Slow on localhost with default settings

dignifiedquire commented 1 year ago

I have been testing s2n-quic on localhost, and am seeing a speed of around 1.5 Gbit/s, running with iperf3 on the same machine with UDP, I am seeing more than 6Gbit/s. I was wondering if there is something I could adjust in the configuration to improve this, or if this is a known issue. Some additional info

code is based on the echo example
Seeing similar speeds on my mac (M1 Pro) and an arch linux machine (AMD processor)
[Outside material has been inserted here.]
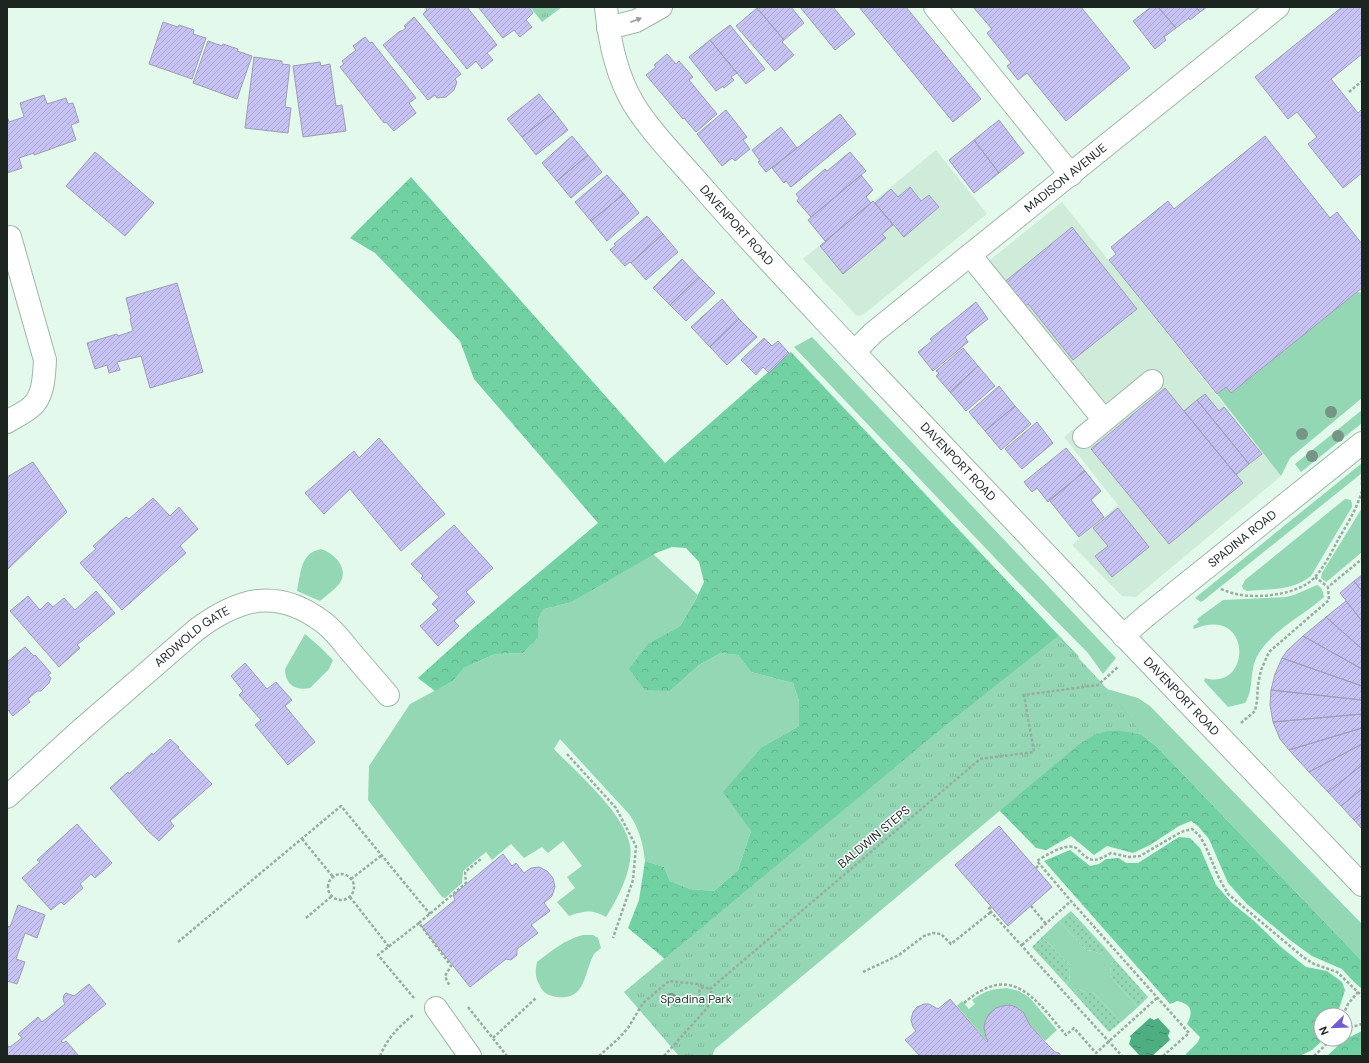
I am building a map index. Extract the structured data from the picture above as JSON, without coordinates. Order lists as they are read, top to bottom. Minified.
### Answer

camshaft commented 1 year ago

Hmm that seems quite low. You can try using our netbench tool. I'm able to achieve almost 8Gbit/s on my machine:

$ cd netbench
$ cargo build --release
$ ./target/release/netbench-scenarios --request_response.response_size=10GiB
$ PORT=3000 SCENARIO=./target/netbench/request_response.json ./target/release/netbench-driver-s2n-quic-server
$ SERVER_0=localhost:3000 SCENARIO=./target/netbench/request_response.json ./target/release/netbench-driver-s2n-quic-client
0:00:01.000382 throughput: rx=983.06MBps tx=999Bps
0:00:02.001212 throughput: rx=930.97MBps tx=0Bps
0:00:03.002278 throughput: rx=931.40MBps tx=0Bps
0:00:04.003062 throughput: rx=928.28MBps tx=0Bps
0:00:05.004160 throughput: rx=930.81MBps tx=0Bps
0:00:06.005241 throughput: rx=928.78MBps tx=0Bps
0:00:07.006382 throughput: rx=930.50MBps tx=0Bps
0:00:08.007209 throughput: rx=929.02MBps tx=0Bps
0:00:09.008089 throughput: rx=931.42MBps tx=0Bps
0:00:10.009223 throughput: rx=930.06MBps tx=0Bps
0:00:11.010127 throughput: rx=933.53MBps tx=0Bps

One thing to note is that macOS doesn't support the same optimized UDP APIs as Linux (namely sendmmsg and GSO) so that will generally be lower as well.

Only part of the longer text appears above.